**WORK TASK**. Give back the entries below verbatim.

[[ DATA TO PROCESS, beginning ]]

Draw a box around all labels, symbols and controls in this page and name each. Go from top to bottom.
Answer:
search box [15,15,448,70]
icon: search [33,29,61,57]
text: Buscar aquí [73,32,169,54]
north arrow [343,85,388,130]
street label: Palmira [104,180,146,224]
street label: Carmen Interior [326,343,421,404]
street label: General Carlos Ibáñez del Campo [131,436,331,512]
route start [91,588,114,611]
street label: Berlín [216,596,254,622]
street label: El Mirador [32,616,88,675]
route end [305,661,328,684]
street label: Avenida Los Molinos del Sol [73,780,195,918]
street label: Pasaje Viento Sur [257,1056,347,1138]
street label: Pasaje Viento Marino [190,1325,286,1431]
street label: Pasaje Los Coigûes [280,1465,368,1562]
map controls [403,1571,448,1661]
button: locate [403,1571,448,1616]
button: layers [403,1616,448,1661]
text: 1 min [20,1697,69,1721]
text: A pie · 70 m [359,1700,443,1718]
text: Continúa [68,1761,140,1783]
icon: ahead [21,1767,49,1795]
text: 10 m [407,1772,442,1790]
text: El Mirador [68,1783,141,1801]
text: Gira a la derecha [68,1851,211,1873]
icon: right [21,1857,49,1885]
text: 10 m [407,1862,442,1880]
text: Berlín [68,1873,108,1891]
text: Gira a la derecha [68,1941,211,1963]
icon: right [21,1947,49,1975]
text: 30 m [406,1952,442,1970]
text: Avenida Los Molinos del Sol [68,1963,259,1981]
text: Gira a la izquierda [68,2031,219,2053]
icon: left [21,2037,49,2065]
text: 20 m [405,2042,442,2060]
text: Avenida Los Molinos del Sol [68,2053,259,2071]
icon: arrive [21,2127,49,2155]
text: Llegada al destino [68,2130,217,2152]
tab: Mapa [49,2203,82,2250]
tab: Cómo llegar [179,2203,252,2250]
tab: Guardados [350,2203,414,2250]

[[ DATA TO PROCESS, end ]]

**WRITTEN SOLUTION**.
Draw a box around all labels, symbols and controls in this page and name each. Go from top to bottom.
Answer:
search box [15,15,448,70]
icon: search [33,29,61,57]
text: Buscar aquí [73,32,169,54]
north arrow [343,85,388,130]
street label: Palmira [104,180,146,224]
street label: Carmen Interior [326,343,421,404]
street label: General Carlos Ibáñez del Campo [131,436,331,512]
route start [91,588,114,611]
street label: Berlín [216,596,254,622]
street label: El Mirador [32,616,88,675]
route end [305,661,328,684]
street label: Avenida Los Molinos del Sol [73,780,195,918]
street label: Pasaje Viento Sur [257,1056,347,1138]
street label: Pasaje Viento Marino [190,1325,286,1431]
street label: Pasaje Los Coigûes [280,1465,368,1562]
map controls [403,1571,448,1661]
button: locate [403,1571,448,1616]
button: layers [403,1616,448,1661]
text: 1 min [20,1697,69,1721]
text: A pie · 70 m [359,1700,443,1718]
text: Continúa [68,1761,140,1783]
icon: ahead [21,1767,49,1795]
text: 10 m [407,1772,442,1790]
text: El Mirador [68,1783,141,1801]
text: Gira a la derecha [68,1851,211,1873]
icon: right [21,1857,49,1885]
text: 10 m [407,1862,442,1880]
text: Berlín [68,1873,108,1891]
text: Gira a la derecha [68,1941,211,1963]
icon: right [21,1947,49,1975]
text: 30 m [406,1952,442,1970]
text: Avenida Los Molinos del Sol [68,1963,259,1981]
text: Gira a la izquierda [68,2031,219,2053]
icon: left [21,2037,49,2065]
text: 20 m [405,2042,442,2060]
text: Avenida Los Molinos del Sol [68,2053,259,2071]
icon: arrive [21,2127,49,2155]
text: Llegada al destino [68,2130,217,2152]
tab: Mapa [49,2203,82,2250]
tab: Cómo llegar [179,2203,252,2250]
tab: Guardados [350,2203,414,2250]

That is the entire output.